Mit dem riesigen Flächenbedarf der Investoren sind auch Risiken verbunden: Im Süden hat es bereits Landkonflikte zwischen Jatrophainvestoren untereinander gegeben, die dieselben Flächen beansprucht haben. Gemäß dem im Jahre 2006 geänderten Landrecht erwirbt derjenige einen Landbesitzanspruch, der das Land valorisiert. Traditionell sind Landrechte jedoch nur sehr selten dokumentiert [2]. Gleichzeitig wird häufig Grasland (Savannen) für den Jatrophaanbau beansprucht. Dies führt oft zu Landkonflikten zwischen den Bauern, die das Land als Weideland für die Zebus nutzen, und Jatrophainvestoren. Aufgrund der unsicheren Bodenrechte sind Konflikte somit vorprogrammiert.

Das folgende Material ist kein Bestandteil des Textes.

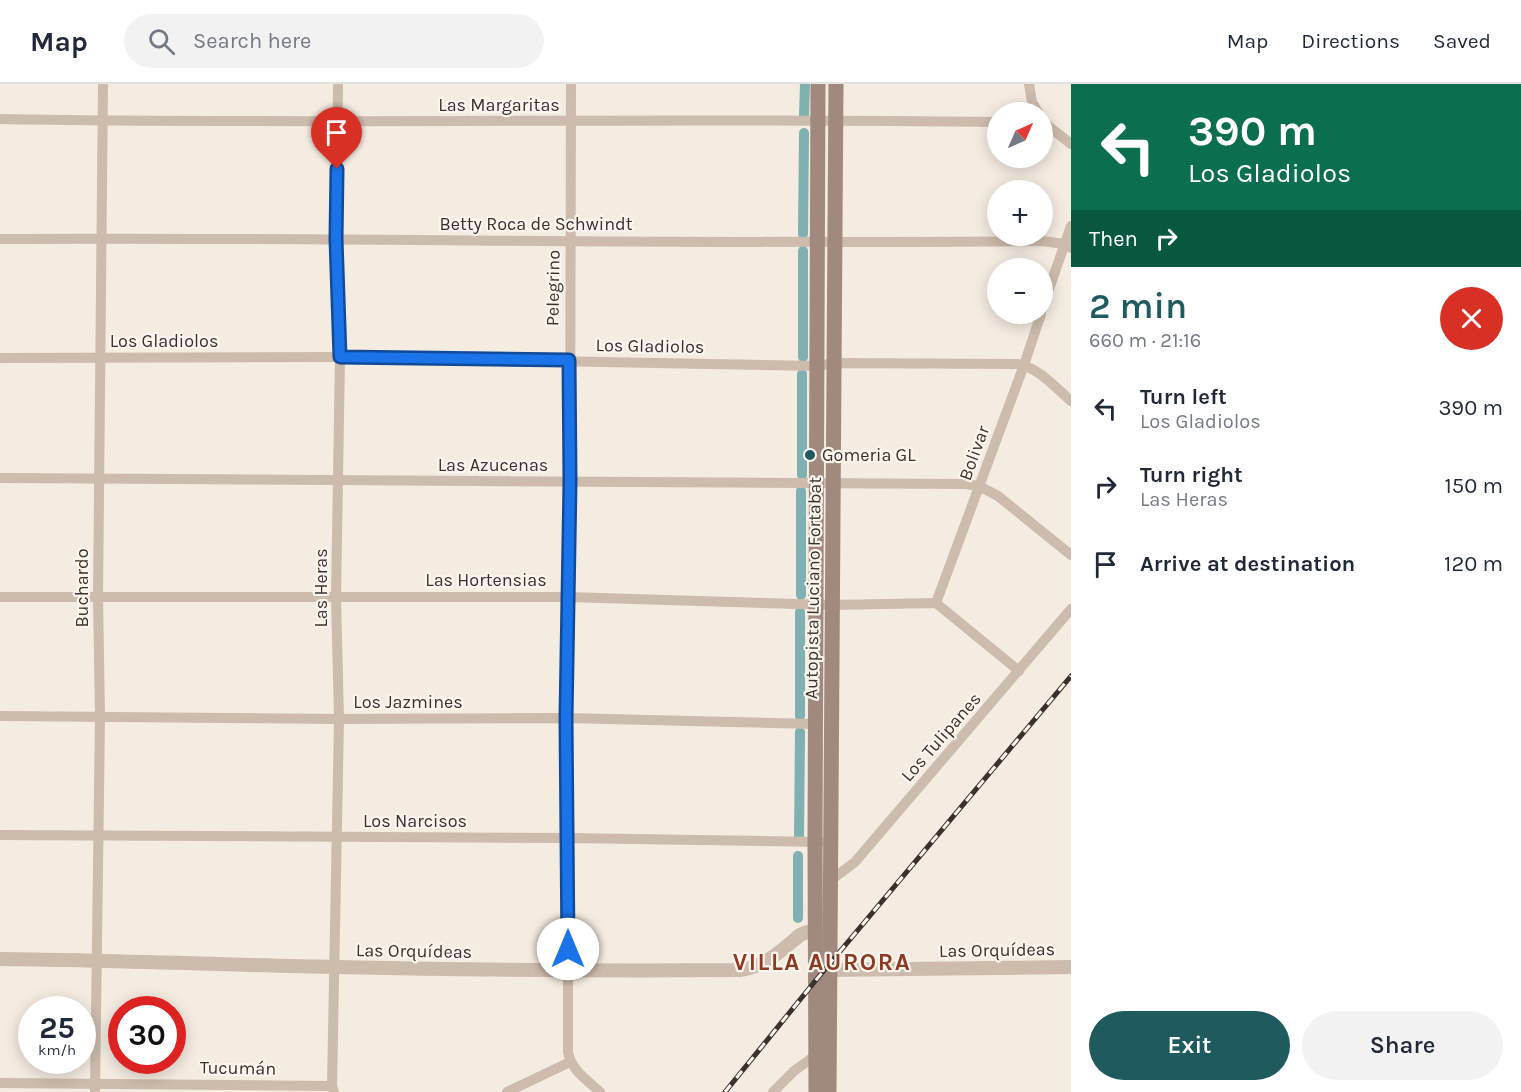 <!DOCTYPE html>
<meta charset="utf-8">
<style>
:root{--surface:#fff;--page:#f2f2f3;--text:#1f2937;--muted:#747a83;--line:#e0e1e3;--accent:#1f5a5e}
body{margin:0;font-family:Karla,sans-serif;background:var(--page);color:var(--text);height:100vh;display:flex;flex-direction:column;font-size:22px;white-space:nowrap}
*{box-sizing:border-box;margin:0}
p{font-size:20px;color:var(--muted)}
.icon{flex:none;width:33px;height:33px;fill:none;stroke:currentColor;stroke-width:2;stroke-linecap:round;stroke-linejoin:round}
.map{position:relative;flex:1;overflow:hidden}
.details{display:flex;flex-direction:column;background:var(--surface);width:450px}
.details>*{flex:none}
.banner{background:#0b6e4f;color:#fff;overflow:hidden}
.needle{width:39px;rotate:45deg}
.controls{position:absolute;left:987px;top:18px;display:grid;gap:12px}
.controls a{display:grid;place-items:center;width:66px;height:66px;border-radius:50%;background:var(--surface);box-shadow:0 3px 15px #0003;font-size:30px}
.speed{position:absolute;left:18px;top:912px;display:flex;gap:12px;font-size:30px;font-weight:700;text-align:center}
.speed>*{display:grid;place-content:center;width:78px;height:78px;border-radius:50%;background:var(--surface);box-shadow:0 3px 15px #0003;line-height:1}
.speed small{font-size:15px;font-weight:400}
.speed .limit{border:9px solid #d22;background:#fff;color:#111}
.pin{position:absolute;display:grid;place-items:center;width:51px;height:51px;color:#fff;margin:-62px -26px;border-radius:50% 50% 50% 0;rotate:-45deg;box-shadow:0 0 6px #0007}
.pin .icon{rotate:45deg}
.me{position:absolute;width:66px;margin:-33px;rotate:0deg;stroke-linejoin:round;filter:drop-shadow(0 0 4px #0008)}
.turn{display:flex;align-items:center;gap:21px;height:126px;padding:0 18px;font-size:27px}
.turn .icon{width:78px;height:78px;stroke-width:2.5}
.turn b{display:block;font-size:42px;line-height:51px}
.then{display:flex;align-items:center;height:57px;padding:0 18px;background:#0003;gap:12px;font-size:22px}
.round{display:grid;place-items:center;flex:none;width:63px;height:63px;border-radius:32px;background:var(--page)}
.overview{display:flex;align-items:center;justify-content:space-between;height:102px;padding:0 18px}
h1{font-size:36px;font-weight:600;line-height:45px;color:var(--accent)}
.primary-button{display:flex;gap:12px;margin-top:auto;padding:12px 18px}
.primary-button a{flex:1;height:69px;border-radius:36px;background:var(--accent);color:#fff;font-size:24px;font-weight:600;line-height:69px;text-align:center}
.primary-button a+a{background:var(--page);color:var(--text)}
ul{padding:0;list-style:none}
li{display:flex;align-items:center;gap:18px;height:78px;padding:0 18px}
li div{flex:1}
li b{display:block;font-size:22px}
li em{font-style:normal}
header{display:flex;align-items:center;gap:36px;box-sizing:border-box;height:84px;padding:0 30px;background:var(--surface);border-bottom:2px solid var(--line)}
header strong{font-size:28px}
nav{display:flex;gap:33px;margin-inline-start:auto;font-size:21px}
.search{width:420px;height:54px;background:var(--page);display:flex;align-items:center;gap:15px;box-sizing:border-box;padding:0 21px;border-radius:33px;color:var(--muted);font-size:22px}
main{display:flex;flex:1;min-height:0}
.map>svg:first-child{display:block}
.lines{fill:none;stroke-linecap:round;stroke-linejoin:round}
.canal{stroke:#7fb0b2;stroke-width:10}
.minor{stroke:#cdbbac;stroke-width:10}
.tertiary{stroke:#cdbbac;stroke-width:14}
.secondary{stroke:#a18a7d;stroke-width:15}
.rail-casing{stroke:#3b302b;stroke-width:5}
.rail{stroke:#fbf5ee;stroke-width:3;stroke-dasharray:9;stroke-linecap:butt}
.route-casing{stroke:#114b97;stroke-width:15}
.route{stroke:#1a73e8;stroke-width:10}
.poi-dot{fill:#1f5a5e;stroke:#fbf5ee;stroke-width:2}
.labels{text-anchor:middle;stroke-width:4.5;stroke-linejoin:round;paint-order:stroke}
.street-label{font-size:18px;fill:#3b302b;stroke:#fbf5ee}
.poi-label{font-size:18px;fill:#3b302b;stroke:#fbf5ee;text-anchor:start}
.district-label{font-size:24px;font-weight:bold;letter-spacing:1.5px;fill:#8c3b22;stroke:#fbf5ee}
</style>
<header>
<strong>Map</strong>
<div class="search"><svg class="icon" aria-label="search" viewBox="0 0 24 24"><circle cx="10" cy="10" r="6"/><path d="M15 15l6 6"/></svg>Search here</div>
<nav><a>Map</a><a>Directions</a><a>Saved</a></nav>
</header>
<main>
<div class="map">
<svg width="1071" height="1008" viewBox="0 0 1071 1008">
<rect width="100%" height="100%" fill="#f4ebe1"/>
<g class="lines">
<g class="canal">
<polyline points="804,32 805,0"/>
<polyline points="803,150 804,49"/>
<polyline points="803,273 803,167"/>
<polyline points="802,391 802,290"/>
<polyline points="801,511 801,407"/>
<polyline points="800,632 800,528"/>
<polyline points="799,755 800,648"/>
<polyline points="798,834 798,772"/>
</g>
<g class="minor">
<path d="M571,0L570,398L566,634L568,754V968C571,986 587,996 600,1008"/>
<polyline points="1029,0 1032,18 1038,28"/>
<path d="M0,35C333,41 665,33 998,38"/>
<polyline points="1042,37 1071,60"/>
<path d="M0,155C347,153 694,161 1042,157L1064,160L1071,164"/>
<polyline points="1042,225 1071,142"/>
<path d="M0,274L340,273L818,282L834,279L1017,280C1038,283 1055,303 1071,317"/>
<polyline points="0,394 965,400 979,402 998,412 1071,471"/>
<polyline points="0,513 568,513 832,521 936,519 1019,587"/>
<polyline points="936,519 1024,281 1041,230"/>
<polyline points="0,632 339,635 566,634 816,640"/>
<polyline points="0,751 568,754 822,758"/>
<polyline points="831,796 855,778 1071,525"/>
<polyline points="0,999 332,1002"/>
<polyline points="95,1008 100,633 98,513 103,0"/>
<polyline points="334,1008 332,1002 339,635 336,513 340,273 336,155 338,0"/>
<polyline points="507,1008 570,978"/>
<polyline points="773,1008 794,987 816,971"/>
</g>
<g class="tertiary">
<path d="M0,875C112,876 224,881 336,883C471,886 606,887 740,886C765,883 782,866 800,851L807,848H816"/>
<polyline points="821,886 1071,883"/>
</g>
<g class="secondary">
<polyline points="816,1008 815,759 818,0"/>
<polyline points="829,1008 836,0"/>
</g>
<g class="rail-casing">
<polyline id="rail" points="725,1008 816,896 1071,592"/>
</g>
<use href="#rail" class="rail"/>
</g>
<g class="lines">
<g class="route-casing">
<polyline id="route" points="337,85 336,155 340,273 569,276 570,398 566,634 568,865"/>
</g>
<use href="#route" class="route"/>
</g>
<circle class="poi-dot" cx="810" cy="371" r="6"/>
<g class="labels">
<g class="street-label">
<text x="499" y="27">Las Margaritas</text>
<text x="536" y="146">Betty Roca de Schwindt</text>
<text transform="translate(553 204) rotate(-89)" y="6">Pelegrino</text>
<text x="164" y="263">Los Gladiolos</text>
<text transform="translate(650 262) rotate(1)" y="6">Los Gladiolos</text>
<text transform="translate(974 369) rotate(-70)" y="6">Bolivar</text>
<text x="493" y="387">Las Azucenas</text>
<text x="486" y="502">Las Hortensias</text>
<text transform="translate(82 504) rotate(-90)" y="6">Buchardo</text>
<text transform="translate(321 504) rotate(-90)" y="6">Las Heras</text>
<text transform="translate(813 504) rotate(-89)" y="6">Autopista Luciano Fortabat</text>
<text x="408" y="624">Los Jazmines</text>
<text transform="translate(941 653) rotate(-49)" y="6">Los Tulipanes</text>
<text x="415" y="743">Los Narcisos</text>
<text transform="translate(997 866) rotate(-1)" y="6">Las Orquídeas</text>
<text transform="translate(414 867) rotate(1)" y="6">Las Orquídeas</text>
<text transform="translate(238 984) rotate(1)" y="6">Tucumán</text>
</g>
<g class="poi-label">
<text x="822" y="377">Gomeria GL</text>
</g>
<g class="district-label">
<text x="822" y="886">VILLA AURORA</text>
</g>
</g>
</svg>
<div class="controls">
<a><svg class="needle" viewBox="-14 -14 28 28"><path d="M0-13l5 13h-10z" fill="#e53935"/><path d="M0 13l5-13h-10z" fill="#747a83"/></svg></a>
<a>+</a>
<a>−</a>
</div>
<div class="speed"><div>25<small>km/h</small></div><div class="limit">30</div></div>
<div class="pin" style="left:337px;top:85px;background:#d93025"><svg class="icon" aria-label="arrive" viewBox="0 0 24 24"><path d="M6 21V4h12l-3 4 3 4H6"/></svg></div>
<svg class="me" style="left:568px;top:865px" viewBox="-20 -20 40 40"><circle r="19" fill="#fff"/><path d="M0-13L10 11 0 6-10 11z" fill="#1a73e8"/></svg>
</div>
<section class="details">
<div class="banner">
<div class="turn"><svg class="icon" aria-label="left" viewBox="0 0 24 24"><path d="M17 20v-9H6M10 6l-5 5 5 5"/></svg><div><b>390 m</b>Los Gladiolos</div></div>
<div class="then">Then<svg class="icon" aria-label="right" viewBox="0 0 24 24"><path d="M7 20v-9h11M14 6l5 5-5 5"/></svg></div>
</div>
<div class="overview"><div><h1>2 min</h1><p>660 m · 21:16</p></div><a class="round" style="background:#d93025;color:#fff"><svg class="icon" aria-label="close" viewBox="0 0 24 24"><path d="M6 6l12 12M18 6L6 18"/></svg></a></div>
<ul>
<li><svg class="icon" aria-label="left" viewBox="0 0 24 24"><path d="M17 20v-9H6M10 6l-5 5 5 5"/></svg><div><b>Turn left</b><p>Los Gladiolos</p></div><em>390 m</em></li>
<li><svg class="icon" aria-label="right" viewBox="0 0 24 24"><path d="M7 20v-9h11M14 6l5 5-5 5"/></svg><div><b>Turn right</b><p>Las Heras</p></div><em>150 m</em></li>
<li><svg class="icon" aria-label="arrive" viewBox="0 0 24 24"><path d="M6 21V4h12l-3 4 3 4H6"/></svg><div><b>Arrive at destination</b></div><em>120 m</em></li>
</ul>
<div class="primary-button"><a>Exit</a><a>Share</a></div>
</section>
</main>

Ein weiterer Konfliktpunkt kann in einigen Regionen der Zugang zu Wasser werden. Zumindest die Baumschulen werden von allen Jatrophainvestoren künstlich bewässert. Bewässerung erfolgt zum Teil auch in Plantagen, um die Vegetationsperiode in die Trockenzeit hinein zu verlängern. In Gegenden mit begrenzter Wasserverfügbarkeit (Südwesten) liegt hier ein erhebliches Konfliktpotential.


1.2 Im Umgang mit Umwelt

Grundsätzliche ist festzustellen, dass von den Investoren artenreiche Flächen wie Primärwälder bislang nicht avisiert wurden. Dennoch gibt es einige Risiken, die mit dem großflächigen Anbau von Jatropha verbunden sind, wie Beeinträchtigung von Fauna und Flora durch intensiven Gebrauch von Pestiziden. Intensive Düngung und hoher Pestizideinsatz können auch zu Wasserverschmutzung führen.

Theoretisch sind auch positive Effekte möglich: Durch Anbau von Jatropha in Mischkultur auf ehemals Savannenflächen mit sehr beschränkter Bodenaktivität und armer Fauna und Flora (bedingt vor allem durch die häufigen feu de brousse/Buschbrände, wo Jatropha zudem im Rahmen des Brandschutz eine Rolle spielen könnte) kann die Artenvielfalt wieder erhöht werden. Durch die Anreicherung von organischem Material im Boden lässt sich auch die Bodenfruchtbarkeit steigen.


1.3 Soziale Aspekte

Fast alle Investoren versprechen auch in soziale Bereiche wie Schulen und Krankenhäuser zu investieren. Ob die lokale Bevölkerung tatsächlich von einer verbesserten schulischen oder medizinischen Versorgung profitiert, hängt davon ab inwieweit diese Versprechen eingehalten werden. Bislang jedenfalls hat noch kein Unternehmen darin investiert.

Auf jeden Fall werden durch den Plantagenanbau Arbeitsplätze (oft Saisonarbeitsplätze während Pflanzzeit und Ernte) geschaffen, die insbesondere in entlegenen Gebieten positiv zur Einkommenssicherung im ländlichen Raum beitragen können. Außerdem wird durch Investitionen in entlegenen Gebieten die Sicherheitslage in diesen Regionen verbessert, was insbesondere den Zebuhaltern zu Gute kommt [3].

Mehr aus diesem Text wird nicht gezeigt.